+++ SUPPLIED RECORDS

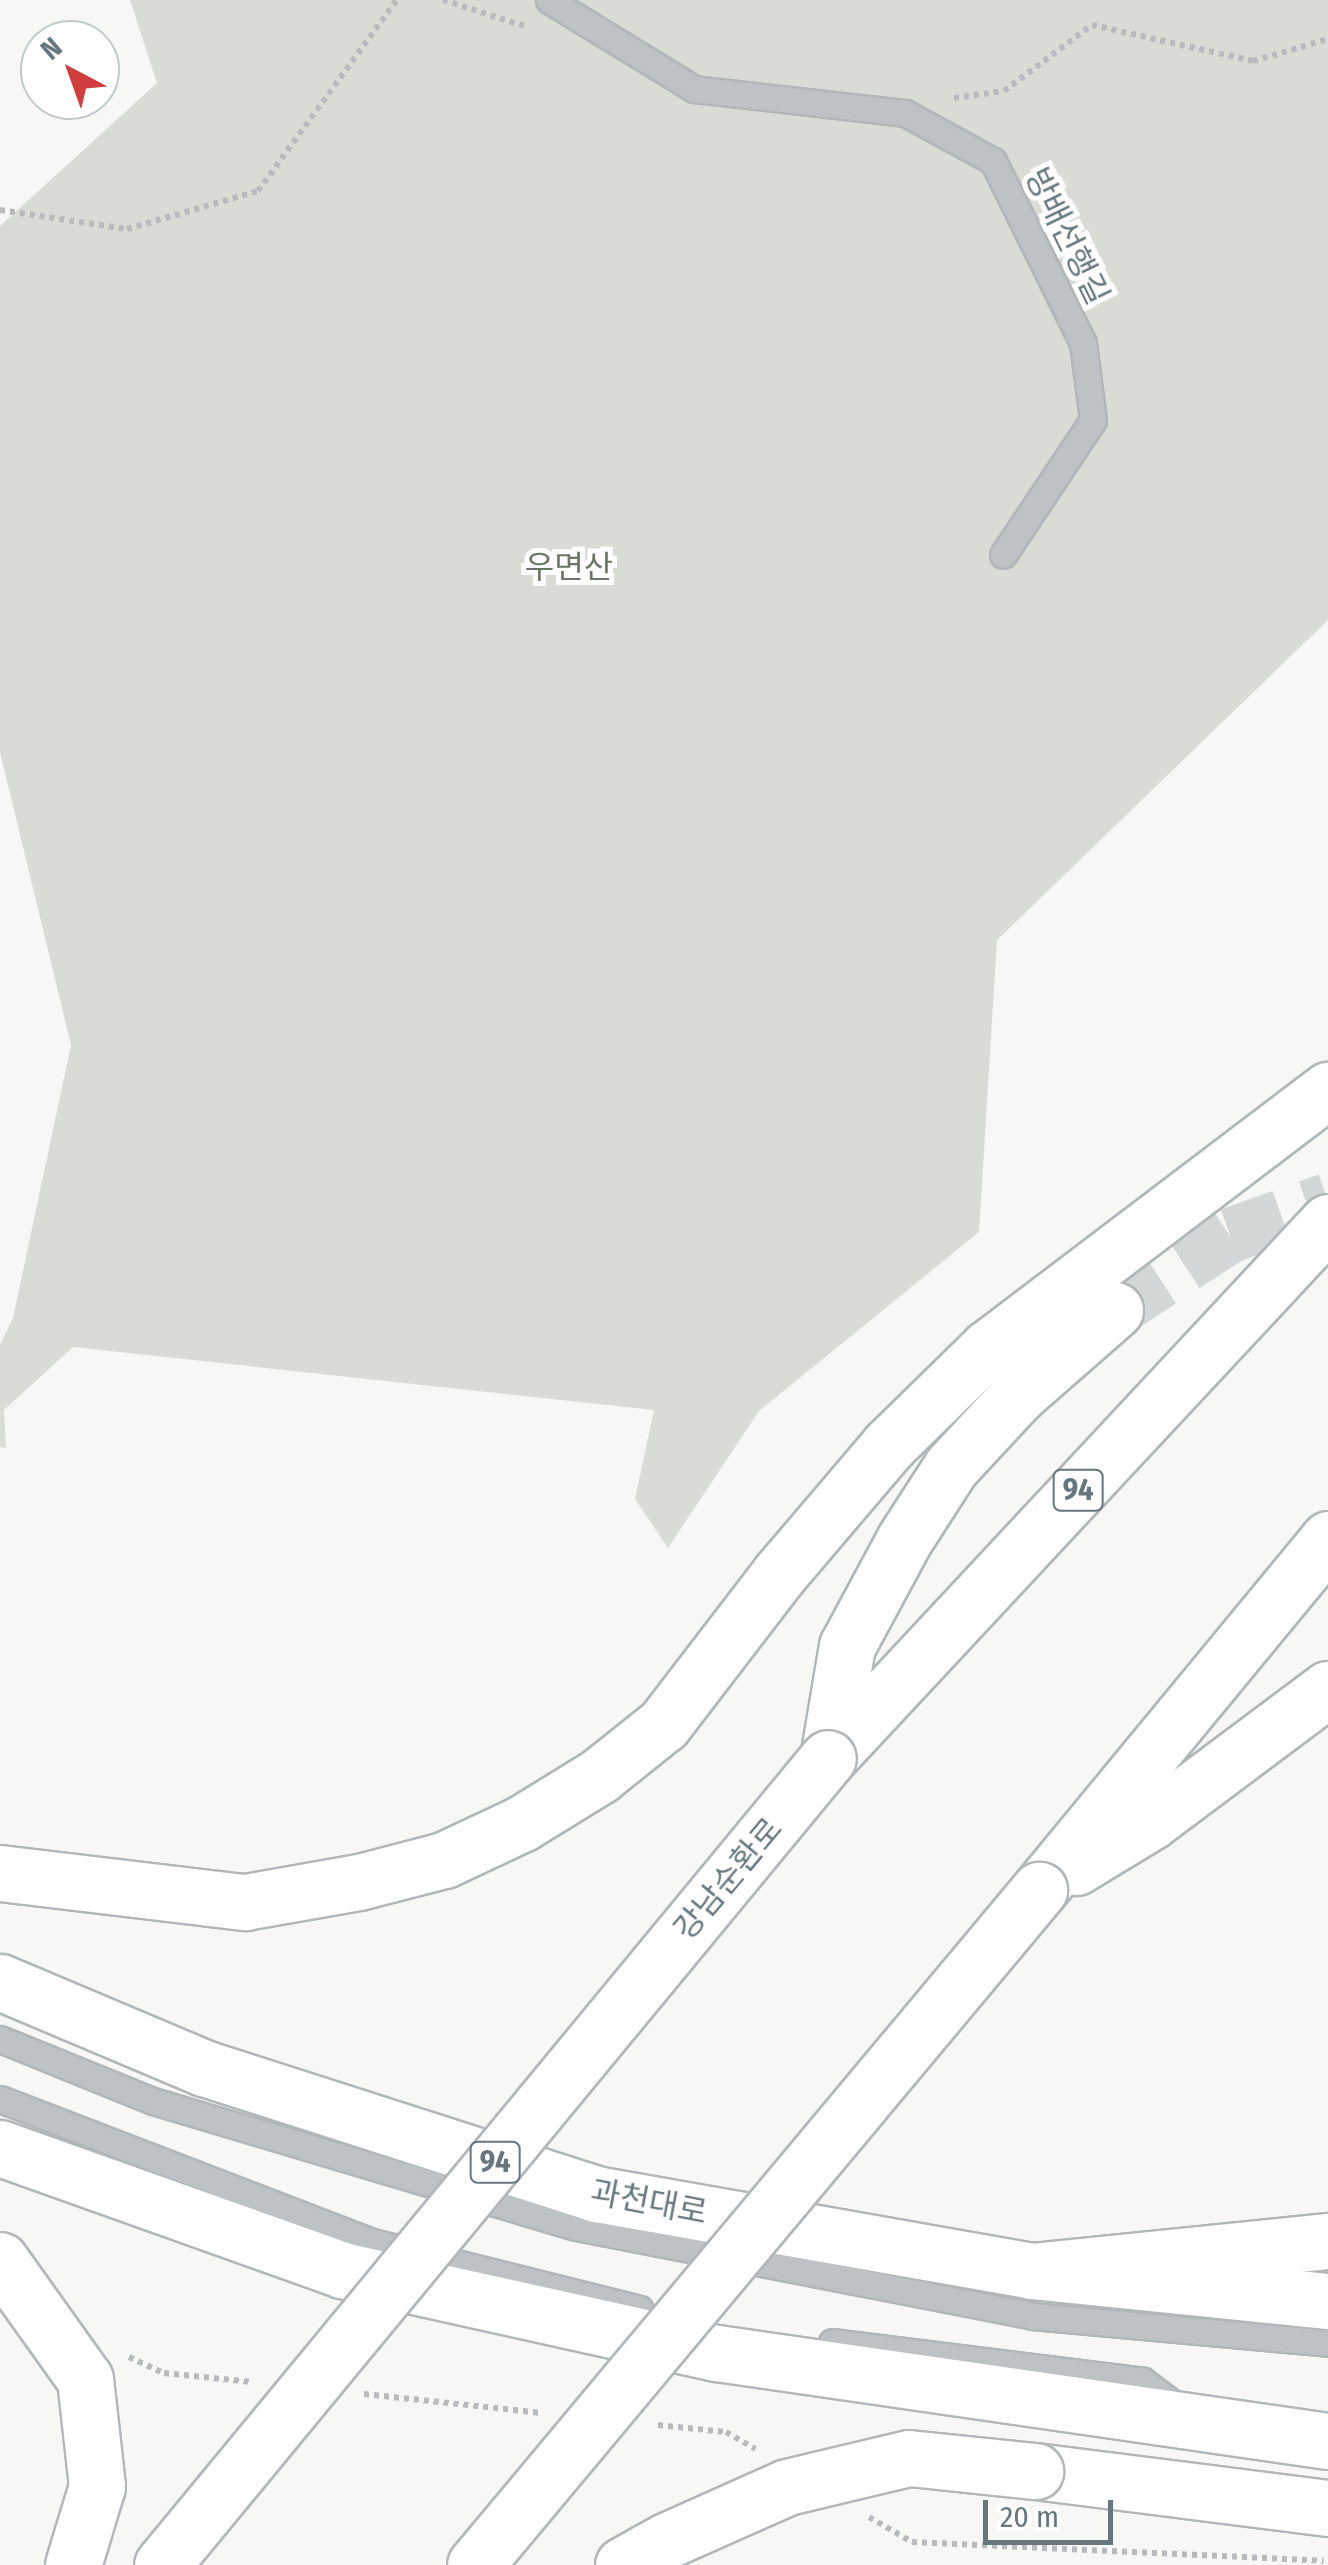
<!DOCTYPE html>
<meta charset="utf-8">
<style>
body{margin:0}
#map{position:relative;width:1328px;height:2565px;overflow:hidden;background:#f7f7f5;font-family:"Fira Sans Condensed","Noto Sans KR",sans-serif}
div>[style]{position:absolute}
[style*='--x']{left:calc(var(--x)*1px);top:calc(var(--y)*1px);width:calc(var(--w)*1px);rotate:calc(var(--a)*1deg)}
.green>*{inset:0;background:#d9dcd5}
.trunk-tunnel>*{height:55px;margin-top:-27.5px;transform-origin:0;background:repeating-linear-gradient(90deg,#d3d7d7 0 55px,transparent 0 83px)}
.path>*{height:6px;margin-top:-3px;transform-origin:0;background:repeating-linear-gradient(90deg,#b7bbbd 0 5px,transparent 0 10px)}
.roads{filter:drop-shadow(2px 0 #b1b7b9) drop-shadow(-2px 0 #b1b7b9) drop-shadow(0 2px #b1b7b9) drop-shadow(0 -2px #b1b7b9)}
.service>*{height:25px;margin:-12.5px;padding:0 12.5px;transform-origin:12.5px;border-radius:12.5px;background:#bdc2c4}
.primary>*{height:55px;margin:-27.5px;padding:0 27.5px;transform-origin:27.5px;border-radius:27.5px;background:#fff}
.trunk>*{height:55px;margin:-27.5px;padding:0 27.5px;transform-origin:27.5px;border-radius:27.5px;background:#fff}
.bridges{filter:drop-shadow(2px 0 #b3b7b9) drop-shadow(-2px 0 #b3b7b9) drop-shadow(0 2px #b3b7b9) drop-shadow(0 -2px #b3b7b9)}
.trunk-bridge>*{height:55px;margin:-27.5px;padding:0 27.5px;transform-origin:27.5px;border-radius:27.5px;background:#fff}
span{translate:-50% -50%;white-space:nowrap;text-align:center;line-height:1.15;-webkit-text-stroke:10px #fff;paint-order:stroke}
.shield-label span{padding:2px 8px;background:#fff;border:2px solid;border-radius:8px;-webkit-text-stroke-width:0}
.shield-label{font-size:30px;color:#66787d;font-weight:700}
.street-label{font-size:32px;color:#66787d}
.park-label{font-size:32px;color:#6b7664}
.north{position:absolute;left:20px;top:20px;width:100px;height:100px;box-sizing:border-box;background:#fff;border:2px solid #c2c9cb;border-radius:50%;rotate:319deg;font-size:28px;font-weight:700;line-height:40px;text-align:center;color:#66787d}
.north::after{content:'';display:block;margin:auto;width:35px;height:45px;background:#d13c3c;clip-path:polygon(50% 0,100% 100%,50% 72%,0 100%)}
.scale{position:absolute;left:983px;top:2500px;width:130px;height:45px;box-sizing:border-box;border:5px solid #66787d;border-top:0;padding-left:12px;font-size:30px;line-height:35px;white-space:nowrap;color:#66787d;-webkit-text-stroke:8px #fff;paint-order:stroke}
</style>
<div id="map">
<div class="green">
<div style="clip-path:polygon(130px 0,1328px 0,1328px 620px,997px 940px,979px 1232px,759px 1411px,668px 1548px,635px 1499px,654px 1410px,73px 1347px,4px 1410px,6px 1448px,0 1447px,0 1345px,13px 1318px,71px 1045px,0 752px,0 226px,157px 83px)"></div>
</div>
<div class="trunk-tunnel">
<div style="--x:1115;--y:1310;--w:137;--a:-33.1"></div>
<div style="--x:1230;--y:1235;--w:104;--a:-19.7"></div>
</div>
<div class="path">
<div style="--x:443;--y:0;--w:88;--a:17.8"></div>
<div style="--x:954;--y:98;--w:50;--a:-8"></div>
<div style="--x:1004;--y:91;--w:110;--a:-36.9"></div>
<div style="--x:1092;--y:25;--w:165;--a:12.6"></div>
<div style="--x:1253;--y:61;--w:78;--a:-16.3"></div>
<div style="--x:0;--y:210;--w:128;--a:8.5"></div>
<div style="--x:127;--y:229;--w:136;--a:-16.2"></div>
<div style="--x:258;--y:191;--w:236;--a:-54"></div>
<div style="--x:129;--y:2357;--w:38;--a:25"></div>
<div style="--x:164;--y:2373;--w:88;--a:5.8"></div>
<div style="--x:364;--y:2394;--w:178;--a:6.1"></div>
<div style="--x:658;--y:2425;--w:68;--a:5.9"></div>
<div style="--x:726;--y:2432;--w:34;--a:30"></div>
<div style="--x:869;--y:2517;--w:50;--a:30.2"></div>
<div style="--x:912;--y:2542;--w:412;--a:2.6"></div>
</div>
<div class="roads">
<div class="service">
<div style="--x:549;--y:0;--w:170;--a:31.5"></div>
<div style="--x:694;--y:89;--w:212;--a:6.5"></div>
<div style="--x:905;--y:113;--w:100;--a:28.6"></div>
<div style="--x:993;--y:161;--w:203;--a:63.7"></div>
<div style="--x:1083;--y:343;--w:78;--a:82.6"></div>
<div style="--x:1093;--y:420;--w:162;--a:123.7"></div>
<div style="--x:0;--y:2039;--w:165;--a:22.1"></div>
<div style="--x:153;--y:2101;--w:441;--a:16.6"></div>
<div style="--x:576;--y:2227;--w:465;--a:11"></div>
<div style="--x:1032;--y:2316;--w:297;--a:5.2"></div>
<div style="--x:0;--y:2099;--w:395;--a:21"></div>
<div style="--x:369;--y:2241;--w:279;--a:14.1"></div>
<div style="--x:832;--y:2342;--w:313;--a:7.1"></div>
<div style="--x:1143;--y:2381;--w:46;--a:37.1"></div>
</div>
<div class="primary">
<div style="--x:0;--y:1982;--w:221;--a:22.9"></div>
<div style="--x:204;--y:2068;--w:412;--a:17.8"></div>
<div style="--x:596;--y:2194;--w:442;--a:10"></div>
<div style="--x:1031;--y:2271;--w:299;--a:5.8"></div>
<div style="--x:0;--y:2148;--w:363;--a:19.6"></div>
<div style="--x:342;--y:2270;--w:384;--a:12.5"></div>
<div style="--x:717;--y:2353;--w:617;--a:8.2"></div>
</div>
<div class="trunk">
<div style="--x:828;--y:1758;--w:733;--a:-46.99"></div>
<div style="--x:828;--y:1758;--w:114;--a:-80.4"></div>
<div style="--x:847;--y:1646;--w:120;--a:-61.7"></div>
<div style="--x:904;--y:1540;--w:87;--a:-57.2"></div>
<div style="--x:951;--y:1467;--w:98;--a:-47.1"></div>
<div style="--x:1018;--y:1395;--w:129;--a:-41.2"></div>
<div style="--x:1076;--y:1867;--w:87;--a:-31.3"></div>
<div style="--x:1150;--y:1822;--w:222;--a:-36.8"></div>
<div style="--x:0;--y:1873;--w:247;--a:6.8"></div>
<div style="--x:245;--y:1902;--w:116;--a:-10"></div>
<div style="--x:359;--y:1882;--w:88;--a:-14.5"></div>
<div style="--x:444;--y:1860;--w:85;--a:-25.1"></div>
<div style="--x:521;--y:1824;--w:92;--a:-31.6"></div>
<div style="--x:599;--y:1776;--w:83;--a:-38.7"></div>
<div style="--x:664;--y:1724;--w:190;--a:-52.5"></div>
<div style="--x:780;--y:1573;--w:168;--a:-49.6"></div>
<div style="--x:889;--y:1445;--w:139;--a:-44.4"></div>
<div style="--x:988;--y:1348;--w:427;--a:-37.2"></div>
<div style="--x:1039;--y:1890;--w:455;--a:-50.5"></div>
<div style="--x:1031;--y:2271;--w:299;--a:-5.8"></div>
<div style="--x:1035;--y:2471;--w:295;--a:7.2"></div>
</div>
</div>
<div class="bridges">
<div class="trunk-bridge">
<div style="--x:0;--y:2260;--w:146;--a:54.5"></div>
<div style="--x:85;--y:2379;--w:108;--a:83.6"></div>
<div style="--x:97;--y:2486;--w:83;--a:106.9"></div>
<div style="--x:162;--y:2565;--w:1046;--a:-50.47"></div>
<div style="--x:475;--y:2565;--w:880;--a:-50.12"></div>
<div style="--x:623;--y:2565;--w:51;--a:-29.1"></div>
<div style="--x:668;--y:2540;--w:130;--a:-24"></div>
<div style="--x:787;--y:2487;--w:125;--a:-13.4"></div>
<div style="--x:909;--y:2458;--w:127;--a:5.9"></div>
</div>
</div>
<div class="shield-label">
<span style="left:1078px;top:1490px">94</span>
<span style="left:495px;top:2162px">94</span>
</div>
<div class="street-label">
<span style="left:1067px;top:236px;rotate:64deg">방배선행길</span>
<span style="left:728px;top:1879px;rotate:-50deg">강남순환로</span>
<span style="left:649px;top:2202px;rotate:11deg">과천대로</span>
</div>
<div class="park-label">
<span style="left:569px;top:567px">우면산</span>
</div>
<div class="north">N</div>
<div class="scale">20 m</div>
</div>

++++++
+++ SUPPLIED RECORDS

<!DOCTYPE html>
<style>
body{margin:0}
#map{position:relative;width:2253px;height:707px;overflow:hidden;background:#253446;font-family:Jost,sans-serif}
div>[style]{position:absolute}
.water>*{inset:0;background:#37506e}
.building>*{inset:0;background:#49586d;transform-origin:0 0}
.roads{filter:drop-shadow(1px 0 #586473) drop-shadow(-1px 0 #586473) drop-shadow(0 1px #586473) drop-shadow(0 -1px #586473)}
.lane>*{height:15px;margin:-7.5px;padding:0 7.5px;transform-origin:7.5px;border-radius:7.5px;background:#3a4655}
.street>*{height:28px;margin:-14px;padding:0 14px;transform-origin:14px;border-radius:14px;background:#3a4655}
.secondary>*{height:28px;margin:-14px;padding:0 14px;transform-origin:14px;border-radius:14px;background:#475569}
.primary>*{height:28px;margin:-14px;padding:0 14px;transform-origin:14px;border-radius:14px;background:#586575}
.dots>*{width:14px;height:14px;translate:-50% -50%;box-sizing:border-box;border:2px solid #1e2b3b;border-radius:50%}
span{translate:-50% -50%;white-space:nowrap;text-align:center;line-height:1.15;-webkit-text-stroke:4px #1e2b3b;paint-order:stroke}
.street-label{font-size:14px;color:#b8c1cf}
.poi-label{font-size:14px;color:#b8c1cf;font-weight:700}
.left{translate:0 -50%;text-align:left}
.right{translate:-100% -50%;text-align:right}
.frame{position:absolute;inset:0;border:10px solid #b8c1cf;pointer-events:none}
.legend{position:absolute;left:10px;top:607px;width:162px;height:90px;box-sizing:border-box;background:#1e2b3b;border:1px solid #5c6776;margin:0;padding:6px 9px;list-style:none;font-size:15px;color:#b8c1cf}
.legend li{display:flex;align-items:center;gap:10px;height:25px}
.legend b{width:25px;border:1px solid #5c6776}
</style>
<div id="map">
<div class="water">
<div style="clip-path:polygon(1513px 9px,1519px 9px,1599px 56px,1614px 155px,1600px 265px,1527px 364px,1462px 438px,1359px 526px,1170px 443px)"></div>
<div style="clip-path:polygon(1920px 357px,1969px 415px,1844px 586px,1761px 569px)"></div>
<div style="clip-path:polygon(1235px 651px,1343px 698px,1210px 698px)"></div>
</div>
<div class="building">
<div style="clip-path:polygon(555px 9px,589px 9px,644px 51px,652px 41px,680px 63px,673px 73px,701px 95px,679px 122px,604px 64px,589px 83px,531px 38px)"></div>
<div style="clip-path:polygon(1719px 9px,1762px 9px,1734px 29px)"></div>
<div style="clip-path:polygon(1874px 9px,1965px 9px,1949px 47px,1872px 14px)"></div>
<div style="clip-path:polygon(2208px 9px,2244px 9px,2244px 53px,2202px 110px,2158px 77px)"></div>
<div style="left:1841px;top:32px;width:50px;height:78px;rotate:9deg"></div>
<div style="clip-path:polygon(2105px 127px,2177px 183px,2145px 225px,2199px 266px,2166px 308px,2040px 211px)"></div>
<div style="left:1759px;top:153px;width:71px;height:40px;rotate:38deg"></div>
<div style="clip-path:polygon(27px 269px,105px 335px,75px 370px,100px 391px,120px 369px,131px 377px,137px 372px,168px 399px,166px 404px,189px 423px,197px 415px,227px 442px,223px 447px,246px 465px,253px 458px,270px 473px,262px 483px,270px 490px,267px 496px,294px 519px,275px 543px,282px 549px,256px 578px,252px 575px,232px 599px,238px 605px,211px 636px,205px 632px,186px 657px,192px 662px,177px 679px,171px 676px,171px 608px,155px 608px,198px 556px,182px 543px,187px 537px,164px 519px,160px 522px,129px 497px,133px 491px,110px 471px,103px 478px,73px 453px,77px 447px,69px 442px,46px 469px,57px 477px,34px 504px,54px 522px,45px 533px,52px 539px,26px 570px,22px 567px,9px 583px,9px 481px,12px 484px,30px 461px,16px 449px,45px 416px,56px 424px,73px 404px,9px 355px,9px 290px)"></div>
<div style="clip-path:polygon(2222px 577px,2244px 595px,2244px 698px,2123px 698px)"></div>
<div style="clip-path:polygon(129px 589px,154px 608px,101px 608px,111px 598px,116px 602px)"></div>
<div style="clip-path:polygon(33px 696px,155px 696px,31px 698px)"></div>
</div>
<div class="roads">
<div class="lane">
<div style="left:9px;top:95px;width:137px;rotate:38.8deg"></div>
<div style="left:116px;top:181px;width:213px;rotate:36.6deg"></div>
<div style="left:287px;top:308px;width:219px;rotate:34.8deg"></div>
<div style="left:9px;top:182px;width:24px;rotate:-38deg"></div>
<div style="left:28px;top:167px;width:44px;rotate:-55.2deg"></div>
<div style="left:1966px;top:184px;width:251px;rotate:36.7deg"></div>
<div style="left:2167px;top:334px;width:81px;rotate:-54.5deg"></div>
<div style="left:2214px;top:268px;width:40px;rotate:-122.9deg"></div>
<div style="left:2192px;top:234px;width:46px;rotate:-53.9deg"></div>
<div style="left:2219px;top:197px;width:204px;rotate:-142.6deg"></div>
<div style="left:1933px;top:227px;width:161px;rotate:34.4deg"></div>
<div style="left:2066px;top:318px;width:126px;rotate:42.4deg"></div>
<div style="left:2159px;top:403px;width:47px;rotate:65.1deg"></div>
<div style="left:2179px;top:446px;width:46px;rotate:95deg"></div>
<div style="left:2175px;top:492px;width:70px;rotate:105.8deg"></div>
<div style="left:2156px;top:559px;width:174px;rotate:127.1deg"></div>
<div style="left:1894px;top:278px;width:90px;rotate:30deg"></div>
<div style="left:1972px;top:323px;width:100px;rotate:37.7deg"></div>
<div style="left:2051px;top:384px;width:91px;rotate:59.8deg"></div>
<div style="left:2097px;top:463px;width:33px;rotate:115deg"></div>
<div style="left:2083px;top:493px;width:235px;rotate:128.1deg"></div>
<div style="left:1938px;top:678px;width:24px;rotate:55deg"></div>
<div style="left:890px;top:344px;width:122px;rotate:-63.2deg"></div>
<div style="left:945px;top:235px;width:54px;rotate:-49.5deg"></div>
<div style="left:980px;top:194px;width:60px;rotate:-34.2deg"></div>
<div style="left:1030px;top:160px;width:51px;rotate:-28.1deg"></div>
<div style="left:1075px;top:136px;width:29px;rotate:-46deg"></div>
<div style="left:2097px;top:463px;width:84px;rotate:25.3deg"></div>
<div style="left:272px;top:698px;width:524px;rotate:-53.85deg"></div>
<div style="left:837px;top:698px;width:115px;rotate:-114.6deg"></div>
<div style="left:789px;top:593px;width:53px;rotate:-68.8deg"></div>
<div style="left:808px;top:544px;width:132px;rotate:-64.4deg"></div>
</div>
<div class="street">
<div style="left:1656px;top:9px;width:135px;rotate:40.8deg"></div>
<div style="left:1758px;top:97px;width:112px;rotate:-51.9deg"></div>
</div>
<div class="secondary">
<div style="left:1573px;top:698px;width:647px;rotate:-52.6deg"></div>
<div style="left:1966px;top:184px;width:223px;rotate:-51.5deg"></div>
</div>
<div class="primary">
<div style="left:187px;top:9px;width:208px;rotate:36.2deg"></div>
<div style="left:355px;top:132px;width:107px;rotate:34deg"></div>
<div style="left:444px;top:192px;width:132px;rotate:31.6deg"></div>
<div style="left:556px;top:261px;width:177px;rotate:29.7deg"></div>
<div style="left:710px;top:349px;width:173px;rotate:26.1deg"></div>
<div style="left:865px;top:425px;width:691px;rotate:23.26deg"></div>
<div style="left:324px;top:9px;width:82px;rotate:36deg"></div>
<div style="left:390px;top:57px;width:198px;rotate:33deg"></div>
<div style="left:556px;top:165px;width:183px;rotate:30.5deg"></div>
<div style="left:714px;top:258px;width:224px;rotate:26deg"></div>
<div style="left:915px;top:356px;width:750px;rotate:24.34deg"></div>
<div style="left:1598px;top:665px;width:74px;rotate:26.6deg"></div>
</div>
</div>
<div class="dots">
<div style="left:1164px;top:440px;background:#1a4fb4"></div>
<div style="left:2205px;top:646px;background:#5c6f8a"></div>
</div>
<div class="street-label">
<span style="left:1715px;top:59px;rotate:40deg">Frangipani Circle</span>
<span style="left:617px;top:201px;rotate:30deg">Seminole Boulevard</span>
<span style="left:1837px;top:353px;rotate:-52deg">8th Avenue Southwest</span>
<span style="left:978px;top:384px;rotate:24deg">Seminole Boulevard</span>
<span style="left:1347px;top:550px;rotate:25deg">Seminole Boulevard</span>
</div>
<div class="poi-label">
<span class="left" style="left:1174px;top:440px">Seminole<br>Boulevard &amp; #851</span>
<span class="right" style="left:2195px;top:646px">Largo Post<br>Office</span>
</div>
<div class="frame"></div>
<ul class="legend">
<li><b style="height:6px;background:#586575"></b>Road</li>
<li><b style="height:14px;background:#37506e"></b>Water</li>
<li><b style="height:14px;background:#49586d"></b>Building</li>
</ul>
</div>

++++++

Copy whichever lines in the listing above hold "overflow".

WRITTEN RESPONSE
#map{position:relative;width:1328px;height:2565px;overflow:hidden;background:#f7f7f5;font-family:"Fira Sans Condensed","Noto Sans KR",sans-serif}
#map{position:relative;width:2253px;height:707px;overflow:hidden;background:#253446;font-family:Jost,sans-serif}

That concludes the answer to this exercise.